Description of the task:
Output the line that contains "Read this map" and every line after it to the end of the entries, with nothing added or left out.

--- Material to process Enclosed Below ---

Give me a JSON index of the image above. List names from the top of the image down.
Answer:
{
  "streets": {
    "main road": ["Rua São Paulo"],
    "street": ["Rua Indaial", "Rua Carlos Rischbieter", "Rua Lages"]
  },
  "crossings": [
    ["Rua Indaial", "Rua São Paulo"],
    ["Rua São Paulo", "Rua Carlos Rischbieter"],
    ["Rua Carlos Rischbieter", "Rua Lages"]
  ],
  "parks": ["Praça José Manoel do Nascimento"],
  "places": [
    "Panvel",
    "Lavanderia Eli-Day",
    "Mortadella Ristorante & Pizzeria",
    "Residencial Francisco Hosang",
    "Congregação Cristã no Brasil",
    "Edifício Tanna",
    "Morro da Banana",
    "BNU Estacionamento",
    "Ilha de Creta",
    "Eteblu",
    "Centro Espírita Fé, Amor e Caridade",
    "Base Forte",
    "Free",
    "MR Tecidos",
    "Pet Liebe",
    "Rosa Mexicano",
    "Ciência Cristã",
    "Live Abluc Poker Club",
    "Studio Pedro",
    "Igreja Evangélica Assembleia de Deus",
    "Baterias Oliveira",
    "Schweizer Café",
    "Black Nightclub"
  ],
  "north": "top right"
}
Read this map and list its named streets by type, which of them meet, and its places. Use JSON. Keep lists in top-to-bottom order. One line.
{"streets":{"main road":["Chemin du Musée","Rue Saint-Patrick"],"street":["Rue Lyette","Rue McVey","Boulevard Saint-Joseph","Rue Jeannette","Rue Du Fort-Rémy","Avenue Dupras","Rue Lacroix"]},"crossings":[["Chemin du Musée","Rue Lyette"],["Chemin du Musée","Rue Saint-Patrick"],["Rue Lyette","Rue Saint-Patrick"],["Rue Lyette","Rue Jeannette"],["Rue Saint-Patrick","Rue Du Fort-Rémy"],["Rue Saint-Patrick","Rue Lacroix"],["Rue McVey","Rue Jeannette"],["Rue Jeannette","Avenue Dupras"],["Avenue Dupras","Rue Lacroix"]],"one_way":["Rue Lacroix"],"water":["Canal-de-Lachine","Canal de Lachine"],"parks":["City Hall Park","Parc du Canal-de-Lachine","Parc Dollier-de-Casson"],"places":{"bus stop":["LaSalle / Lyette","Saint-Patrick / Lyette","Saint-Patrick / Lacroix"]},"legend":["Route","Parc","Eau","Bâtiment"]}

--- End of Enclosed Material to process ---

Output below:
Read this map and list its named streets by type, which of them meet, and its places. Use JSON. Keep lists in top-to-bottom order. One line.
{"streets":{"main road":["Chemin du Musée","Rue Saint-Patrick"],"street":["Rue Lyette","Rue McVey","Boulevard Saint-Joseph","Rue Jeannette","Rue Du Fort-Rémy","Avenue Dupras","Rue Lacroix"]},"crossings":[["Chemin du Musée","Rue Lyette"],["Chemin du Musée","Rue Saint-Patrick"],["Rue Lyette","Rue Saint-Patrick"],["Rue Lyette","Rue Jeannette"],["Rue Saint-Patrick","Rue Du Fort-Rémy"],["Rue Saint-Patrick","Rue Lacroix"],["Rue McVey","Rue Jeannette"],["Rue Jeannette","Avenue Dupras"],["Avenue Dupras","Rue Lacroix"]],"one_way":["Rue Lacroix"],"water":["Canal-de-Lachine","Canal de Lachine"],"parks":["City Hall Park","Parc du Canal-de-Lachine","Parc Dollier-de-Casson"],"places":{"bus stop":["LaSalle / Lyette","Saint-Patrick / Lyette","Saint-Patrick / Lacroix"]},"legend":["Route","Parc","Eau","Bâtiment"]}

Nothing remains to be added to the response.